Priorities out of order is the case most of the time.

Also doctor and hospitals charge too much dmaned money for shit that pateints rarely need. The more insurance you have the more they charge. If the feds want to stick their nose up someone's ass, they shouldd art by sticking it up doctors' asses first and placing a limit on how much money doctors and hospitals can charge for services. Oh, and no different rates for insured or uninsured. All tests costs the same.

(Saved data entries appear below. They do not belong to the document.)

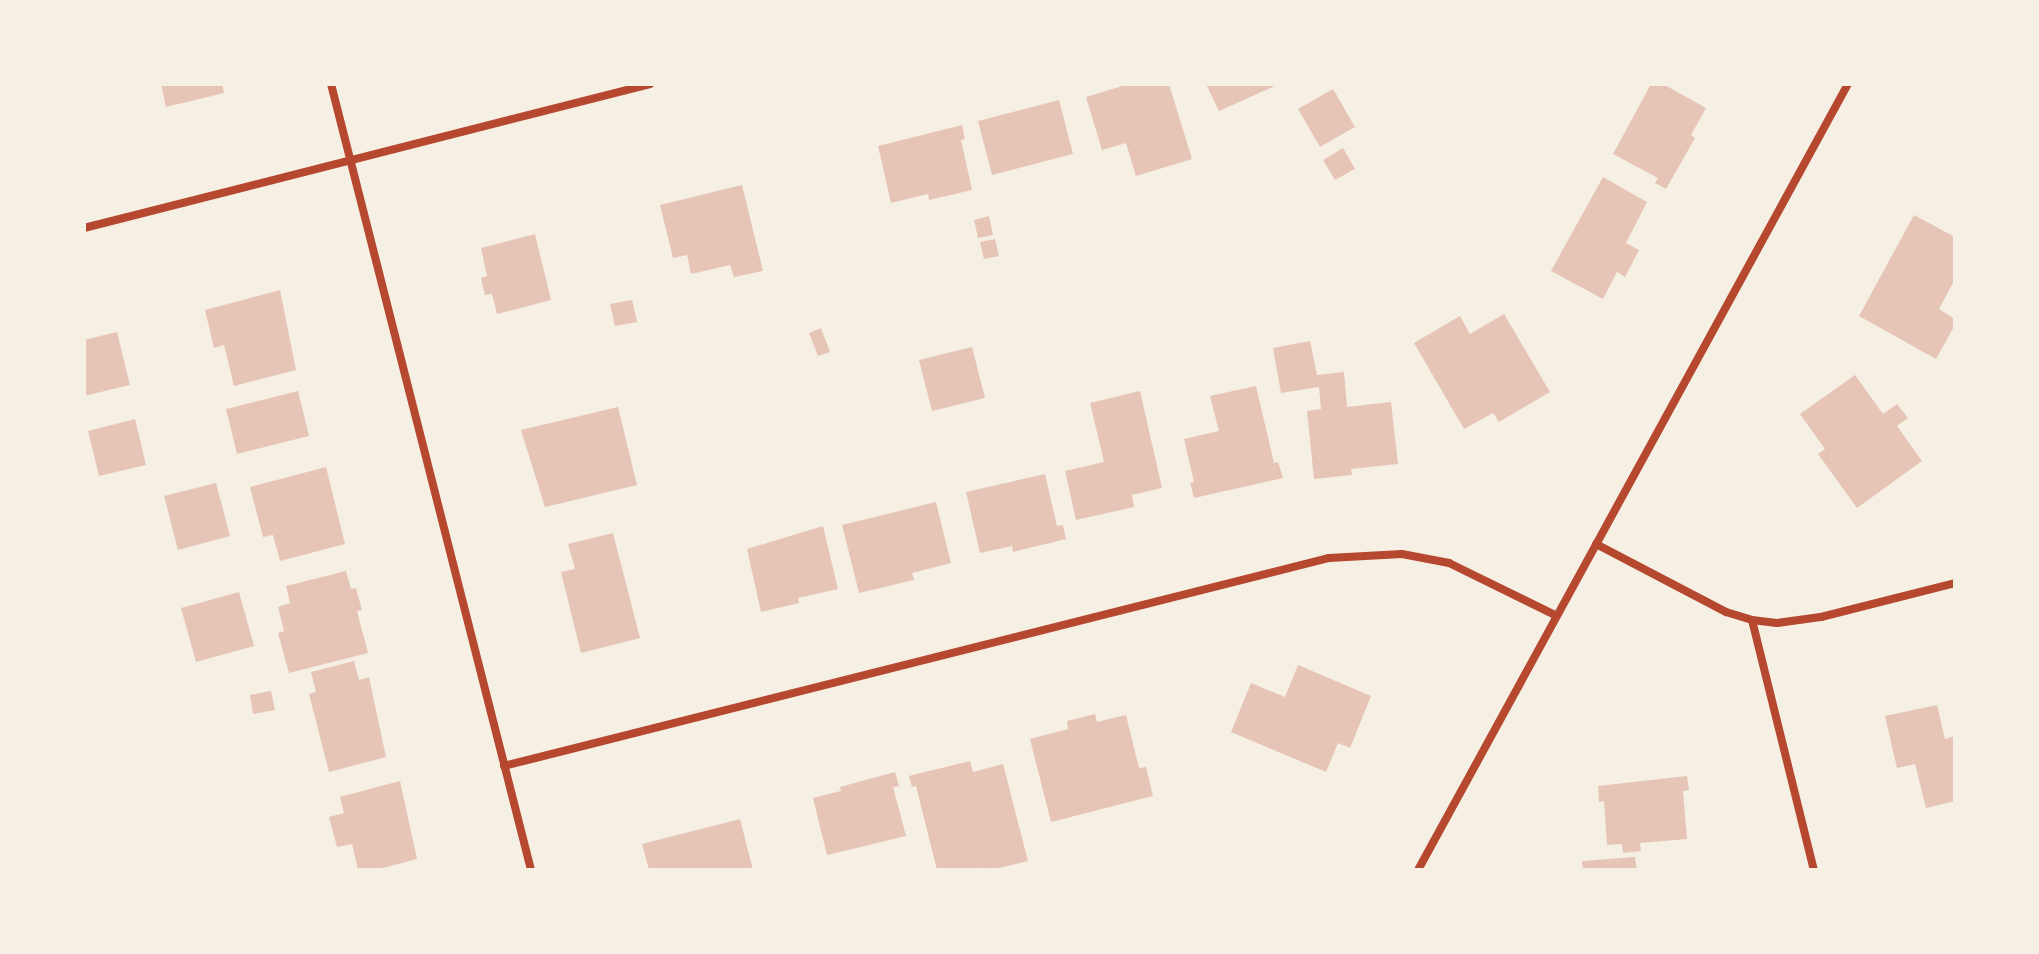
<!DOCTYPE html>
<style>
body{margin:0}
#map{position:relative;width:2039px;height:954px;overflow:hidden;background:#f6efe4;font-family:Montserrat,sans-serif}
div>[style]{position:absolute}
.building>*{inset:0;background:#e6c5b7}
.minor>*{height:8px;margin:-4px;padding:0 4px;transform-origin:4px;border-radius:4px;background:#b5482f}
span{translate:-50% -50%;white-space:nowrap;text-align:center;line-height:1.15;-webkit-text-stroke:6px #f6efe4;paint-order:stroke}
.frame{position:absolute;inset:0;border:86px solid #f6efe4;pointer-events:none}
</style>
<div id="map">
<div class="building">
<i style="clip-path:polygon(161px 84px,222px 84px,224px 93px,166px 107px)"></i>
<i style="clip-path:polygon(1129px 84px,1169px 84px,1192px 159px,1136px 176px,1126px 143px,1102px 150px,1086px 97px)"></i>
<i style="clip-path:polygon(1206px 84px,1279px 84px,1219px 111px)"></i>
<i style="clip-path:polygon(1651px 84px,1663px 84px,1706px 108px,1691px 135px,1695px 138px,1666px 189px,1655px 183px,1658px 178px,1613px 154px)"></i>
<i style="clip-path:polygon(1333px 89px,1355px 127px,1320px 147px,1298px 109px)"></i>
<i style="clip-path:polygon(1059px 100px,1073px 154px,992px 175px,978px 121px)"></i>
<i style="clip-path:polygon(962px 125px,965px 139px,961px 140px,972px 190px,929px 200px,928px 194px,891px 203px,878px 146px)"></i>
<i style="clip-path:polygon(1343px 148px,1355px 169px,1335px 180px,1323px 160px)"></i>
<i style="clip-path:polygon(1603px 177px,1647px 202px,1626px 243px,1639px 250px,1625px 277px,1617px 272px,1603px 299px,1551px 271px)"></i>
<i style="clip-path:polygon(742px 185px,763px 271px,734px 277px,730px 265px,691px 274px,687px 255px,673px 258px,660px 205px)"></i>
<i style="clip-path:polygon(1914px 215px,1955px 237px,1955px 279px,1939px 309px,1955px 319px,1955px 325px,1936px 359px,1859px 316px)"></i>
<i style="clip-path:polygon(989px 216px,993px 235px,978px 238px,974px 220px)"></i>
<i style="clip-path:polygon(535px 234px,551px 300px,497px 314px,492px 294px,485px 295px,481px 278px,487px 276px,481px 248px)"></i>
<i style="clip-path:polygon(995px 239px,999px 256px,984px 259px,980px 242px)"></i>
<i style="clip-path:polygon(280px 290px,296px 370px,234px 386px,224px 345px,214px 348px,205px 310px)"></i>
<i style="clip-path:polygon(632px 300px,637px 322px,615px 326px,610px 304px)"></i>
<i style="clip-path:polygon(1504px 314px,1550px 392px,1499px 422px,1493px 413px,1464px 429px,1414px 343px,1460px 316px,1470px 334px)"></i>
<i style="clip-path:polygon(821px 328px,830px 352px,818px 356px,809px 333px)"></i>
<i style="clip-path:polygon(117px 332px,130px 385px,84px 396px,84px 340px)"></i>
<i style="clip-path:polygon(1310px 341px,1317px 375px,1344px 372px,1347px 407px,1391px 402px,1398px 464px,1351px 469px,1352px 475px,1314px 479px,1307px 411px,1321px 409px,1319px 387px,1281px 393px,1273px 348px)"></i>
<i style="clip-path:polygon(972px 347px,985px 398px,932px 411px,919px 360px)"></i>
<i style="clip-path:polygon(1855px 375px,1883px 414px,1897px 404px,1908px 418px,1897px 426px,1922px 461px,1857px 508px,1818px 454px,1825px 449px,1800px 414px)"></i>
<i style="clip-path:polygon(1256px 386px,1274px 463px,1278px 462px,1283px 478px,1194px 498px,1190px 483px,1194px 482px,1184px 439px,1219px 431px,1210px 396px)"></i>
<i style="clip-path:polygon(298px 391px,309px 436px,237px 454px,226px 409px)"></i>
<i style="clip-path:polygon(1140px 391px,1162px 488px,1132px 495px,1134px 507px,1076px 520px,1065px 471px,1104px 462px,1090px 403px)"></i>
<i style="clip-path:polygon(618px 407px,637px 485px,545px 507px,521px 430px)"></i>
<i style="clip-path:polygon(135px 419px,146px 465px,99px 476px,88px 431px)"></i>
<i style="clip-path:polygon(326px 467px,345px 544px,280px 561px,273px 535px,263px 537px,250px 487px)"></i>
<i style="clip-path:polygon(1045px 474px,1057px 526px,1063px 525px,1066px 539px,1013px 552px,1012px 546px,980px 553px,966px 492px)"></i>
<i style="clip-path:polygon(216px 483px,230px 536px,178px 550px,164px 496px)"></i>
<i style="clip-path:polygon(936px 502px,951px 563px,912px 573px,914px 580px,859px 593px,842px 525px)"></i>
<i style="clip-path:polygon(823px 526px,838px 589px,798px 598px,799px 603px,761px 612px,747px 549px)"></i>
<i style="clip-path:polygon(613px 533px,640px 638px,581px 653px,561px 572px,575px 569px,568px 544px)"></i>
<i style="clip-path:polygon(346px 571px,351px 589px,356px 588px,362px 610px,357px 611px,368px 653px,289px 673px,278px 633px,284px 631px,278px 607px,290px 603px,286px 586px)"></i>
<i style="clip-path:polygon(239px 592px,254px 646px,196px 662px,181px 608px)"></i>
<i style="clip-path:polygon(354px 661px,359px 680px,369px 677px,386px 757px,329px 772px,309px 694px,316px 692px,311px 672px)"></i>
<i style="clip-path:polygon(1298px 665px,1371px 696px,1350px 748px,1338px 743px,1326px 772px,1231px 732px,1251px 683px,1285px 697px)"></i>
<i style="clip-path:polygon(271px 691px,275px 710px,253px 714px,250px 695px)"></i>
<i style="clip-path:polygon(1937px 705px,1945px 739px,1955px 736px,1955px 801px,1926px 808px,1915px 764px,1897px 768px,1885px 716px)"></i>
<i style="clip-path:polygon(1095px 714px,1097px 722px,1126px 715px,1139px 768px,1146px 767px,1153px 796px,1051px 822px,1030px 739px,1068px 729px,1067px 721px)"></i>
<i style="clip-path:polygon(970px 761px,973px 772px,1003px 764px,1028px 861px,991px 870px,978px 870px,977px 867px,974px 870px,937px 870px,916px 786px,912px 787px,909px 776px)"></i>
<i style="clip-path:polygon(895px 772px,899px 786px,893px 787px,906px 836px,827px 855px,813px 798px,841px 791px,840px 787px)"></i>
<i style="clip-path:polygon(1687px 776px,1689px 790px,1683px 791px,1687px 839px,1640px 843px,1641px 851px,1623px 853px,1622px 844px,1607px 845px,1604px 801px,1599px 802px,1598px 786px)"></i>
<i style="clip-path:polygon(400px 781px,417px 859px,375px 870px,358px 870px,352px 844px,337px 847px,329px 817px,344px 813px,340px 797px)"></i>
<i style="clip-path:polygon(740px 819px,753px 870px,649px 870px,642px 844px)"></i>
<i style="clip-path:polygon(1635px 857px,1637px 870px,1583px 870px,1582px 861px)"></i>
</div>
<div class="minor">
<i style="left:331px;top:84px;width:811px;rotate:75.72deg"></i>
<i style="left:84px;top:228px;width:584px;rotate:-14.27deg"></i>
<i style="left:1596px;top:544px;width:147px;rotate:27.6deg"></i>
<i style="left:1726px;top:612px;width:27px;rotate:17deg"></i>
<i style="left:1752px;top:620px;width:25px;rotate:7deg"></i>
<i style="left:1777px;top:623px;width:44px;rotate:-7.8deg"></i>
<i style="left:1821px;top:617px;width:138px;rotate:-14.2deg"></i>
<i style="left:1752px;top:620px;width:258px;rotate:76.1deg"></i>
<i style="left:504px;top:766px;width:851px;rotate:-14.15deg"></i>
<i style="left:1329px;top:558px;width:73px;rotate:-3.1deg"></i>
<i style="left:1402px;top:554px;width:48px;rotate:10.8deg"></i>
<i style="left:1449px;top:563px;width:120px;rotate:26.1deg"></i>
<i style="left:1418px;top:870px;width:896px;rotate:-61.32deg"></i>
</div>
<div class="frame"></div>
</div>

The way to beat the ragged criminal medical mafia is to do this: If you go into the emergency room tell them you have no insurance. Get your treatment and put the bill on a credit card. Then file the visit with your insurance company. It saves you and the insurance company a ton of money. The hospital and the doctor charge much higher rates for insured patients, so beat the system!

As a matter of fact I agree that hospitals should publicly list what everything in that hospital down to the lights bulbs actually costs the hospital and then out beside it print how much is charged for that item. This should cuase some riots! Ever get Tylenol froma hospital staff. One Tylenol will cost you $8.00. I can buy a whole damned bottle for $4.00. They are making several thousand percent profit - more than your feared insurance compnay.

Now, Mr. Hoofnagle how would you like to go to the store tommorrow and see the prices of everything raised 1,000%? Hospitals can do it why can't Walmart? Why would Walmart not charge $800 for a bottle of Tylenol? I do not understand. That is what hospitals charge.

it is hospitals and doctors that are the cause of your "crisis" not the insurance company. They are the cause for the high premiums.

By Knight of the … (not verified) on 28 Mar 2012 #permalink

Irony is that, despite the fact that many of the original founding fathers voted for a law mandating sailor have insurance, the individual mandate may be declared too much for the government to ask of citizens. But simple declaration of a single-payer system, essentially eliminating private health insurance entirely, is upheld by all legal scholars as imminently legal.

In other words a half-measure hybrid structure that allows both private insurance and government organized insurance pools to exist side-by-side may be impossible but scrapping private health insurance and erecting a single payer system is legally sound.

If you want a mandate, just make a tax deduction for buying insurance. Done. There are already federal and state mandates to have children and a mortgage. I pay massive tax penalties for having neither. Your welcome.

Also this argument conflicts with established caselaw of Wickard and Raich.

These were terrible decisions that need to be overturned. The constitution says that Congress has the power to regulate what is commerce among the several states. These decisions gave Congress the power to regulate anything that merely affects interstate commerce. The problem with that power is that everything in any economy in some small way affects everything else. So by giving them the power to regulate things that merely affect interstate commerce, these decision gave Congress the power to regulate everything. That's simply not constitutional.